Selain Asdar, KPK juga telah memeriksa Kepala Bidang (Kabid) Cipta Karya Dinas Pekerjaan Umum dan Perumahan Rakyat (PUPR) Penajam Paser Utara Ricci Firmansyah dan Kabid Bina Marga Dinas PUPR Penajam Paser Utara Petriandy Ponganton Pasulu alias Riyan, sebagai saksi untuk tersangka Abdul Gafur Mas'ud.

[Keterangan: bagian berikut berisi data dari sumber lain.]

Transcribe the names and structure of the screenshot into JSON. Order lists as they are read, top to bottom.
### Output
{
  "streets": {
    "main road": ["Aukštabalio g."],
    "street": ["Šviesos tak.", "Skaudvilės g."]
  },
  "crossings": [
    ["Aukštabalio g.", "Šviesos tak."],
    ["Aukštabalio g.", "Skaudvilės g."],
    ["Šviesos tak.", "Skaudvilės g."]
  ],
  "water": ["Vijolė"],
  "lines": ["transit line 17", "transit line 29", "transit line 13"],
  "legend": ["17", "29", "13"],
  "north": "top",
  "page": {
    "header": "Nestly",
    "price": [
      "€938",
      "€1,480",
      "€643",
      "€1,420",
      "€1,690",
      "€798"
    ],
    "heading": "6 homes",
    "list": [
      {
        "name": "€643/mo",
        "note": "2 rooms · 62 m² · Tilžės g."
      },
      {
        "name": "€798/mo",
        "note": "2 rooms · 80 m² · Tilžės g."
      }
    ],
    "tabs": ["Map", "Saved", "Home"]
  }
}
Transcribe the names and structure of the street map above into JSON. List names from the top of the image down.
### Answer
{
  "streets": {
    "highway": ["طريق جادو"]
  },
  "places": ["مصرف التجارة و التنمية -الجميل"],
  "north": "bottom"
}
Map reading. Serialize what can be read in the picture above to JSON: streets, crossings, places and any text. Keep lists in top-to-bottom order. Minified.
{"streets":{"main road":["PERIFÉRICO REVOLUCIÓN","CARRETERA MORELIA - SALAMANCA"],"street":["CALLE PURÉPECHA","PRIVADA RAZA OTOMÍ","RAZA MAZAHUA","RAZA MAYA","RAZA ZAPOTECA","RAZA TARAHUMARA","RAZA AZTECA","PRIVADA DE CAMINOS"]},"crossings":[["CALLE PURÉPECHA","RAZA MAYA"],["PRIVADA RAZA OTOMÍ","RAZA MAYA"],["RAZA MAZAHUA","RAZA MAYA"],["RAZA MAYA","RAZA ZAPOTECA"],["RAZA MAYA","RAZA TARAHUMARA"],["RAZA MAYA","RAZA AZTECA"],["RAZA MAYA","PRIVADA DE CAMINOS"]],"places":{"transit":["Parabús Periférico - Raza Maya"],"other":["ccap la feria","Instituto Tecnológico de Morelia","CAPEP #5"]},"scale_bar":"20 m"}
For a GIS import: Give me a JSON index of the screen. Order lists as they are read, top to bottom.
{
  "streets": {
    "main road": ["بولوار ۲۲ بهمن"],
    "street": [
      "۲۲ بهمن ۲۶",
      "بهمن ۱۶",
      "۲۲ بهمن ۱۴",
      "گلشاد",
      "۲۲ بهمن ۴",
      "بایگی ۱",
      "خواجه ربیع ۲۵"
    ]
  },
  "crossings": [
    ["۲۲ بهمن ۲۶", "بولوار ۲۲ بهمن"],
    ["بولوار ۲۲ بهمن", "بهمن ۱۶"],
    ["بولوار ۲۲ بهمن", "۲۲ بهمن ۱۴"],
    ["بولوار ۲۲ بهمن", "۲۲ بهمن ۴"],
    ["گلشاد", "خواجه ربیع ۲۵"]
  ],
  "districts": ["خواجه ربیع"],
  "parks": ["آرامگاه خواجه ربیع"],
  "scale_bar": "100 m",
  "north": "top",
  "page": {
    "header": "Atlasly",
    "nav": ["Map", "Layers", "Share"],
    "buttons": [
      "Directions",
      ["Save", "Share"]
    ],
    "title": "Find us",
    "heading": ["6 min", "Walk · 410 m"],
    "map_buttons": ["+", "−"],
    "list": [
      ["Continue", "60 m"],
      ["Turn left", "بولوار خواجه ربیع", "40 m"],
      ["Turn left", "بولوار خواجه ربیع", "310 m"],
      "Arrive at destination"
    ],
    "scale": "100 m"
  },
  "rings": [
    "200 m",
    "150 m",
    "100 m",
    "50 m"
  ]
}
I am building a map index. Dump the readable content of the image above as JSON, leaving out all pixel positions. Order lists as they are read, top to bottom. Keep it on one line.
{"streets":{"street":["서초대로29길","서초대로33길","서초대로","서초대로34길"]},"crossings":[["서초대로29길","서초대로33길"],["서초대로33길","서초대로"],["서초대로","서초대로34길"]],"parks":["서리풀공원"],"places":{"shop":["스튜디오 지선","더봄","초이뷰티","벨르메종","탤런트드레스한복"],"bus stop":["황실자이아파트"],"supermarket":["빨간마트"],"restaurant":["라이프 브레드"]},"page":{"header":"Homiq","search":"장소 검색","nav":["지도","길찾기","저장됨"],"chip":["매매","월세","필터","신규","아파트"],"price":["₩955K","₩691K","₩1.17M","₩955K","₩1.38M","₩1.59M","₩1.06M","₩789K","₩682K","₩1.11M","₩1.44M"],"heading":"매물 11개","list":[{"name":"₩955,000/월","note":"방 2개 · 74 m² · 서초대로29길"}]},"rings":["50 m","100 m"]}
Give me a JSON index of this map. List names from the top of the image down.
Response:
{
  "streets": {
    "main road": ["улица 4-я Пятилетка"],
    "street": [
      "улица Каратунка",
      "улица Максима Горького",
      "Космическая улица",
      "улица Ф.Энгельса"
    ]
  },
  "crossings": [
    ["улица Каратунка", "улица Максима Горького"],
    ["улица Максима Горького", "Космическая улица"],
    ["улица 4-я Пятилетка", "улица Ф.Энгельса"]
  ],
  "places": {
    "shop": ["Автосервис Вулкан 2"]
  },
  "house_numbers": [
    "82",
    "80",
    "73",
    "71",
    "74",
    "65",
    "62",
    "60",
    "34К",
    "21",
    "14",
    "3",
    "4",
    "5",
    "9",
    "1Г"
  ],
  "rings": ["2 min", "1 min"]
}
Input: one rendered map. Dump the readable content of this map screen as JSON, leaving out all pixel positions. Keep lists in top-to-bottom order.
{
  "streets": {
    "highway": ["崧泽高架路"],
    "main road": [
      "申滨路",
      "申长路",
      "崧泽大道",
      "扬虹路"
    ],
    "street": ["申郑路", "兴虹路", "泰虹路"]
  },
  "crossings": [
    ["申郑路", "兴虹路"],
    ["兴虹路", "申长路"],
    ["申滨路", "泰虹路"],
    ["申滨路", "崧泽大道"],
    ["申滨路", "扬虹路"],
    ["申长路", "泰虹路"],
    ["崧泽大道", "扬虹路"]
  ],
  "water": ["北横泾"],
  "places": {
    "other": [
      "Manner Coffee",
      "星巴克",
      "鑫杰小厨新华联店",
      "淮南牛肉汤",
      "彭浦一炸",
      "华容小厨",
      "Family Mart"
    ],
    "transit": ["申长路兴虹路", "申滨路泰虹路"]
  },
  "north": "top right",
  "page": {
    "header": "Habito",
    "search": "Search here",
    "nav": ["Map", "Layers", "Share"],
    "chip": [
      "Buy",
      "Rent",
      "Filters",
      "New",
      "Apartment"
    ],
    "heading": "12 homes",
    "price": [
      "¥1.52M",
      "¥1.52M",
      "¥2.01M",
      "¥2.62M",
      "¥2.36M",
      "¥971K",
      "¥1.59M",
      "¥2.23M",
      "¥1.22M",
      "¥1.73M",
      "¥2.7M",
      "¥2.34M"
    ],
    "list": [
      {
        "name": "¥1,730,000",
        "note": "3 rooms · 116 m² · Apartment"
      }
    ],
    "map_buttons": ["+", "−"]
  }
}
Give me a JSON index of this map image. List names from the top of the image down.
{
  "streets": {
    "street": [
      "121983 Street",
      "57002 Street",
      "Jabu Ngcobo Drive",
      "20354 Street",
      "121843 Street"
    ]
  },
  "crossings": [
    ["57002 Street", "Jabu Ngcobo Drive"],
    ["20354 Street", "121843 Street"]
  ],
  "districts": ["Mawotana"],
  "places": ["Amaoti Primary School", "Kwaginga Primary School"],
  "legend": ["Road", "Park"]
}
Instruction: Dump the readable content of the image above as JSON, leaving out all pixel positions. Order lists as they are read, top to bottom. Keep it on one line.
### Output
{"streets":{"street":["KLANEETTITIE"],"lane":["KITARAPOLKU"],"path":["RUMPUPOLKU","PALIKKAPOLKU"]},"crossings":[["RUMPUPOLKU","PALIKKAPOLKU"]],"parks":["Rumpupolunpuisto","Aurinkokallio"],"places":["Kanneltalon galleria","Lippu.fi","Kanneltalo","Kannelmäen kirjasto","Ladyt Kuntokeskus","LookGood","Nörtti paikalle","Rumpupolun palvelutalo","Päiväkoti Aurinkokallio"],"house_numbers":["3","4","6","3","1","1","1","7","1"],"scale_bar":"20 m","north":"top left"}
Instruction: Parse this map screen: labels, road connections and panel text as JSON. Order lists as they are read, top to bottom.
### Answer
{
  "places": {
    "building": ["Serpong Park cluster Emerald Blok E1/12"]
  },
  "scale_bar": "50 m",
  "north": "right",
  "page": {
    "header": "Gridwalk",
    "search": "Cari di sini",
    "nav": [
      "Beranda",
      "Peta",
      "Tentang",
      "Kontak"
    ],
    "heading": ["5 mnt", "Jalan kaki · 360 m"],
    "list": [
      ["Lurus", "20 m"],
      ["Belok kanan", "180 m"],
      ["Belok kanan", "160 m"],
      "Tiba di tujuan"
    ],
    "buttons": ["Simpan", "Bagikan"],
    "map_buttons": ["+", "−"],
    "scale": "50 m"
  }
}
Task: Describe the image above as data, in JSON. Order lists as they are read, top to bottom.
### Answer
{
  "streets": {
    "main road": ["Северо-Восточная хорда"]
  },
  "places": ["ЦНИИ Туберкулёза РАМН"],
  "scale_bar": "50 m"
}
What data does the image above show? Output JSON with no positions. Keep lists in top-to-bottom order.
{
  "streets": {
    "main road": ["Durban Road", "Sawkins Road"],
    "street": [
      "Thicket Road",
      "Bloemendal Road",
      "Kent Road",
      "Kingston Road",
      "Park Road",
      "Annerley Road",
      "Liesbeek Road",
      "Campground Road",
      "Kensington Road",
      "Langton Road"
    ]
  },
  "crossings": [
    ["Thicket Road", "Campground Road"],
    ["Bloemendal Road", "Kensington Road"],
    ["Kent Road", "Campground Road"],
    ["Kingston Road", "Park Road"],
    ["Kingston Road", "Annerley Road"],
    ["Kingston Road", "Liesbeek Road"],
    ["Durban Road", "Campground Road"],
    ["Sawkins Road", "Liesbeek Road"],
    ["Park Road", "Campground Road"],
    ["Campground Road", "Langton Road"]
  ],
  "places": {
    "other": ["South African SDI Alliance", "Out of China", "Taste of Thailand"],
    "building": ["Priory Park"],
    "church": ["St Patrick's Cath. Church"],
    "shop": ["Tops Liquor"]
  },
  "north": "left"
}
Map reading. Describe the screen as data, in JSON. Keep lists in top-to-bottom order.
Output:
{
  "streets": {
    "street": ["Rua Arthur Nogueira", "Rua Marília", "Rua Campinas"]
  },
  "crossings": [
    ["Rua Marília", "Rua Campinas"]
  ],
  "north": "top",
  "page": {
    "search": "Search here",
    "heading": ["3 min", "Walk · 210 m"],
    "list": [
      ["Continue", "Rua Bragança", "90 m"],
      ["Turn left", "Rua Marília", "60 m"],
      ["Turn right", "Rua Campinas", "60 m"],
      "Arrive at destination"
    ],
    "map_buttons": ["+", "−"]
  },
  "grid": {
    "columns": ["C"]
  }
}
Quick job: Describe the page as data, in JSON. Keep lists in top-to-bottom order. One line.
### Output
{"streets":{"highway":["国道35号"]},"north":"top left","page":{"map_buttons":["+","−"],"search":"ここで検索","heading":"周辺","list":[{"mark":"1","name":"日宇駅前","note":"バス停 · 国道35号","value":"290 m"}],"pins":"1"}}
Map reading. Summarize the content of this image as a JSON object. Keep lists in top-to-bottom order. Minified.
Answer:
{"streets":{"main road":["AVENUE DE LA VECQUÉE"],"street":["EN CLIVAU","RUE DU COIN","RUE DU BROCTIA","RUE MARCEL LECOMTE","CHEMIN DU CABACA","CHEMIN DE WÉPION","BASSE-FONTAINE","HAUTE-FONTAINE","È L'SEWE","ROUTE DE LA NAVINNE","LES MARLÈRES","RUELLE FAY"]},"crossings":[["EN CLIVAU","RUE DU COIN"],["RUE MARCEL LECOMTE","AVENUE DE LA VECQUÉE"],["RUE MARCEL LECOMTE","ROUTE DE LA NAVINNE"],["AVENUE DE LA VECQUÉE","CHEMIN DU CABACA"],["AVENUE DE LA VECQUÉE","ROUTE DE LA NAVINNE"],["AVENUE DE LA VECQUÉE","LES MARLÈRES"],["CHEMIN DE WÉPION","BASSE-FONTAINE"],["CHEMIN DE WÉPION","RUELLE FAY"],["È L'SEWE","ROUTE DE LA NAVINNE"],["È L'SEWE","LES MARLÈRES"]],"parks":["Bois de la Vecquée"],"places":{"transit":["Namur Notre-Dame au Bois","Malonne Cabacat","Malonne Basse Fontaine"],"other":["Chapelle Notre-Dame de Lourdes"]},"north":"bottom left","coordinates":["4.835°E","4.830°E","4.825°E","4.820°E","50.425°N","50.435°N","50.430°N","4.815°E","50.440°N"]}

"Dikonfirmasi antara lain mengenai dugaan campur tangan tersangka AGM dalam proses lelang pekerjaan, dengan adanya syarat pemberian sejumlah uang apabila ingin dimenangkan dalam lelang pekerjaan proyek di Pemkab Penajam Paser Utara," jelasnya.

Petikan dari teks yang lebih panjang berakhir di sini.